Entries provided section start

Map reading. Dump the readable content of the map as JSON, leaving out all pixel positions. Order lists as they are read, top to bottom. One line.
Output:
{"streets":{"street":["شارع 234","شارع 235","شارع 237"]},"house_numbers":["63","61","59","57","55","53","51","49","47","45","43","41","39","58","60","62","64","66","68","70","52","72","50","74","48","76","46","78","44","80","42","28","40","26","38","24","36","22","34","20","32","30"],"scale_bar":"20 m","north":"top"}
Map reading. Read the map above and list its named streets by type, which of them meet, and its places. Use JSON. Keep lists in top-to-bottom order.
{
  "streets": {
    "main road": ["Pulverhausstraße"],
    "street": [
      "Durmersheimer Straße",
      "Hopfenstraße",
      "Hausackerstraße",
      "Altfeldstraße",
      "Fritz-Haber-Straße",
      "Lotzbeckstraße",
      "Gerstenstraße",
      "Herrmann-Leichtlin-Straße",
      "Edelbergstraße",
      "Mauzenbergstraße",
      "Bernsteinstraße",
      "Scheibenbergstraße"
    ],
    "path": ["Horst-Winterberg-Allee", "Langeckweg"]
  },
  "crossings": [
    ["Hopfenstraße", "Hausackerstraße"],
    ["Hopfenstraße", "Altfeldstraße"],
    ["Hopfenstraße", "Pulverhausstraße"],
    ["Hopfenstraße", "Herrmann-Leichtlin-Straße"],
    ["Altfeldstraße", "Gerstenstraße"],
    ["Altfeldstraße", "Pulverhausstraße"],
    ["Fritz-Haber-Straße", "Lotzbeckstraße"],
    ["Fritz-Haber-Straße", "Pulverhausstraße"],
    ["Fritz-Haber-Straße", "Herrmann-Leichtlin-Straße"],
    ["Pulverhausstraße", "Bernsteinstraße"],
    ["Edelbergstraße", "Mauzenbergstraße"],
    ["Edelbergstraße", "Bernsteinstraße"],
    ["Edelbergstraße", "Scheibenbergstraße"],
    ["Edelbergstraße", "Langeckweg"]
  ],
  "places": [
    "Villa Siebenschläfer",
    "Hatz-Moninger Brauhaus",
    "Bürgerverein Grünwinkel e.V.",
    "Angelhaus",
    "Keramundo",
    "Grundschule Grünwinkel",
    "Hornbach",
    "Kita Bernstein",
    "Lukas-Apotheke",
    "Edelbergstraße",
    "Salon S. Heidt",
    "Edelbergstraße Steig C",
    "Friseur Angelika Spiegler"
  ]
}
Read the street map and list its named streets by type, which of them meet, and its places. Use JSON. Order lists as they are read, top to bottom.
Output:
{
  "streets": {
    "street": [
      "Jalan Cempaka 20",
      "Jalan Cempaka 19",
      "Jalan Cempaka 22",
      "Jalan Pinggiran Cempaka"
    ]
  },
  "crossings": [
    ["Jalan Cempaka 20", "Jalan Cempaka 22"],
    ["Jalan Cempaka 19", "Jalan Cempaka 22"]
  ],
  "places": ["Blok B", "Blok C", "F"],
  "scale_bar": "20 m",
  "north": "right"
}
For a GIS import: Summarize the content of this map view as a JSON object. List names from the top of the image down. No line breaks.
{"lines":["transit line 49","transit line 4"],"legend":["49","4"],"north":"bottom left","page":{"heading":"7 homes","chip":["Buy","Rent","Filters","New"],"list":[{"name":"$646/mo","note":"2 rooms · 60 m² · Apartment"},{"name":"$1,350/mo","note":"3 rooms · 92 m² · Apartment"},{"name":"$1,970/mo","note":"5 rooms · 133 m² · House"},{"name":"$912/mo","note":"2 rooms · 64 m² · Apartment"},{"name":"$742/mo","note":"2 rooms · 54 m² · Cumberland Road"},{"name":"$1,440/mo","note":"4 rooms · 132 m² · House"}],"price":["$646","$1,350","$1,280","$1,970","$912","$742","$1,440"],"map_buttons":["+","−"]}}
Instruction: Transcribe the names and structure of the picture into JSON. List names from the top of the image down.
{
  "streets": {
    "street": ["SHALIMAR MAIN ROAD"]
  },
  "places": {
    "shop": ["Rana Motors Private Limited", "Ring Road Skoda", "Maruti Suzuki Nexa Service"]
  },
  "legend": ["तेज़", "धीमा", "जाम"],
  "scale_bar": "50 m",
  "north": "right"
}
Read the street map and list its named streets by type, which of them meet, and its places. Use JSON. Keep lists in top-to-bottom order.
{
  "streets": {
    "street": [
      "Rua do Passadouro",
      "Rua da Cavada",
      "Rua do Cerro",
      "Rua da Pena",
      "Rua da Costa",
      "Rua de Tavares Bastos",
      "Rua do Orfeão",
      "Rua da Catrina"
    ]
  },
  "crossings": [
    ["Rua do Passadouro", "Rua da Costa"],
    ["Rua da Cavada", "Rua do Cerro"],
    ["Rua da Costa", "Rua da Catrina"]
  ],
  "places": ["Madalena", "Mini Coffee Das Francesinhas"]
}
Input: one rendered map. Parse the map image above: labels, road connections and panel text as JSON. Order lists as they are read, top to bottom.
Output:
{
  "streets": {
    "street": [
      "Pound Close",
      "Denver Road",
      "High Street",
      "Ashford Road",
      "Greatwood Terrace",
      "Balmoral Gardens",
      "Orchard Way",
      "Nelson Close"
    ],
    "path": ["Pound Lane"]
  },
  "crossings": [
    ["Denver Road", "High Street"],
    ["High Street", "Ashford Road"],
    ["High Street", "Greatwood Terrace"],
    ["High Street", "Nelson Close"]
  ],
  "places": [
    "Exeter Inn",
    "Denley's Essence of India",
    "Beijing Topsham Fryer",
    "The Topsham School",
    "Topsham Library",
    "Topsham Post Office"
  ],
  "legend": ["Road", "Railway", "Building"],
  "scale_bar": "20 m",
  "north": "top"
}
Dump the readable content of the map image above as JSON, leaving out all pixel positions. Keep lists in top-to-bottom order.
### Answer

Entries provided section end

(Requirement): Without altering a single word, transcribe the entries above.

(Solved problem):
Map reading. Dump the readable content of the map as JSON, leaving out all pixel positions. Order lists as they are read, top to bottom. One line.
Output:
{"streets":{"street":["شارع 234","شارع 235","شارع 237"]},"house_numbers":["63","61","59","57","55","53","51","49","47","45","43","41","39","58","60","62","64","66","68","70","52","72","50","74","48","76","46","78","44","80","42","28","40","26","38","24","36","22","34","20","32","30"],"scale_bar":"20 m","north":"top"}
Map reading. Read the map above and list its named streets by type, which of them meet, and its places. Use JSON. Keep lists in top-to-bottom order.
{
  "streets": {
    "main road": ["Pulverhausstraße"],
    "street": [
      "Durmersheimer Straße",
      "Hopfenstraße",
      "Hausackerstraße",
      "Altfeldstraße",
      "Fritz-Haber-Straße",
      "Lotzbeckstraße",
      "Gerstenstraße",
      "Herrmann-Leichtlin-Straße",
      "Edelbergstraße",
      "Mauzenbergstraße",
      "Bernsteinstraße",
      "Scheibenbergstraße"
    ],
    "path": ["Horst-Winterberg-Allee", "Langeckweg"]
  },
  "crossings": [
    ["Hopfenstraße", "Hausackerstraße"],
    ["Hopfenstraße", "Altfeldstraße"],
    ["Hopfenstraße", "Pulverhausstraße"],
    ["Hopfenstraße", "Herrmann-Leichtlin-Straße"],
    ["Altfeldstraße", "Gerstenstraße"],
    ["Altfeldstraße", "Pulverhausstraße"],
    ["Fritz-Haber-Straße", "Lotzbeckstraße"],
    ["Fritz-Haber-Straße", "Pulverhausstraße"],
    ["Fritz-Haber-Straße", "Herrmann-Leichtlin-Straße"],
    ["Pulverhausstraße", "Bernsteinstraße"],
    ["Edelbergstraße", "Mauzenbergstraße"],
    ["Edelbergstraße", "Bernsteinstraße"],
    ["Edelbergstraße", "Scheibenbergstraße"],
    ["Edelbergstraße", "Langeckweg"]
  ],
  "places": [
    "Villa Siebenschläfer",
    "Hatz-Moninger Brauhaus",
    "Bürgerverein Grünwinkel e.V.",
    "Angelhaus",
    "Keramundo",
    "Grundschule Grünwinkel",
    "Hornbach",
    "Kita Bernstein",
    "Lukas-Apotheke",
    "Edelbergstraße",
    "Salon S. Heidt",
    "Edelbergstraße Steig C",
    "Friseur Angelika Spiegler"
  ]
}
Read the street map and list its named streets by type, which of them meet, and its places. Use JSON. Order lists as they are read, top to bottom.
Output:
{
  "streets": {
    "street": [
      "Jalan Cempaka 20",
      "Jalan Cempaka 19",
      "Jalan Cempaka 22",
      "Jalan Pinggiran Cempaka"
    ]
  },
  "crossings": [
    ["Jalan Cempaka 20", "Jalan Cempaka 22"],
    ["Jalan Cempaka 19", "Jalan Cempaka 22"]
  ],
  "places": ["Blok B", "Blok C", "F"],
  "scale_bar": "20 m",
  "north": "right"
}
For a GIS import: Summarize the content of this map view as a JSON object. List names from the top of the image down. No line breaks.
{"lines":["transit line 49","transit line 4"],"legend":["49","4"],"north":"bottom left","page":{"heading":"7 homes","chip":["Buy","Rent","Filters","New"],"list":[{"name":"$646/mo","note":"2 rooms · 60 m² · Apartment"},{"name":"$1,350/mo","note":"3 rooms · 92 m² · Apartment"},{"name":"$1,970/mo","note":"5 rooms · 133 m² · House"},{"name":"$912/mo","note":"2 rooms · 64 m² · Apartment"},{"name":"$742/mo","note":"2 rooms · 54 m² · Cumberland Road"},{"name":"$1,440/mo","note":"4 rooms · 132 m² · House"}],"price":["$646","$1,350","$1,280","$1,970","$912","$742","$1,440"],"map_buttons":["+","−"]}}
Instruction: Transcribe the names and structure of the picture into JSON. List names from the top of the image down.
{
  "streets": {
    "street": ["SHALIMAR MAIN ROAD"]
  },
  "places": {
    "shop": ["Rana Motors Private Limited", "Ring Road Skoda", "Maruti Suzuki Nexa Service"]
  },
  "legend": ["तेज़", "धीमा", "जाम"],
  "scale_bar": "50 m",
  "north": "right"
}
Read the street map and list its named streets by type, which of them meet, and its places. Use JSON. Keep lists in top-to-bottom order.
{
  "streets": {
    "street": [
      "Rua do Passadouro",
      "Rua da Cavada",
      "Rua do Cerro",
      "Rua da Pena",
      "Rua da Costa",
      "Rua de Tavares Bastos",
      "Rua do Orfeão",
      "Rua da Catrina"
    ]
  },
  "crossings": [
    ["Rua do Passadouro", "Rua da Costa"],
    ["Rua da Cavada", "Rua do Cerro"],
    ["Rua da Costa", "Rua da Catrina"]
  ],
  "places": ["Madalena", "Mini Coffee Das Francesinhas"]
}
Input: one rendered map. Parse the map image above: labels, road connections and panel text as JSON. Order lists as they are read, top to bottom.
Output:
{
  "streets": {
    "street": [
      "Pound Close",
      "Denver Road",
      "High Street",
      "Ashford Road",
      "Greatwood Terrace",
      "Balmoral Gardens",
      "Orchard Way",
      "Nelson Close"
    ],
    "path": ["Pound Lane"]
  },
  "crossings": [
    ["Denver Road", "High Street"],
    ["High Street", "Ashford Road"],
    ["High Street", "Greatwood Terrace"],
    ["High Street", "Nelson Close"]
  ],
  "places": [
    "Exeter Inn",
    "Denley's Essence of India",
    "Beijing Topsham Fryer",
    "The Topsham School",
    "Topsham Library",
    "Topsham Post Office"
  ],
  "legend": ["Road", "Railway", "Building"],
  "scale_bar": "20 m",
  "north": "top"
}
Dump the readable content of the map image above as JSON, leaving out all pixel positions. Keep lists in top-to-bottom order.
### Answer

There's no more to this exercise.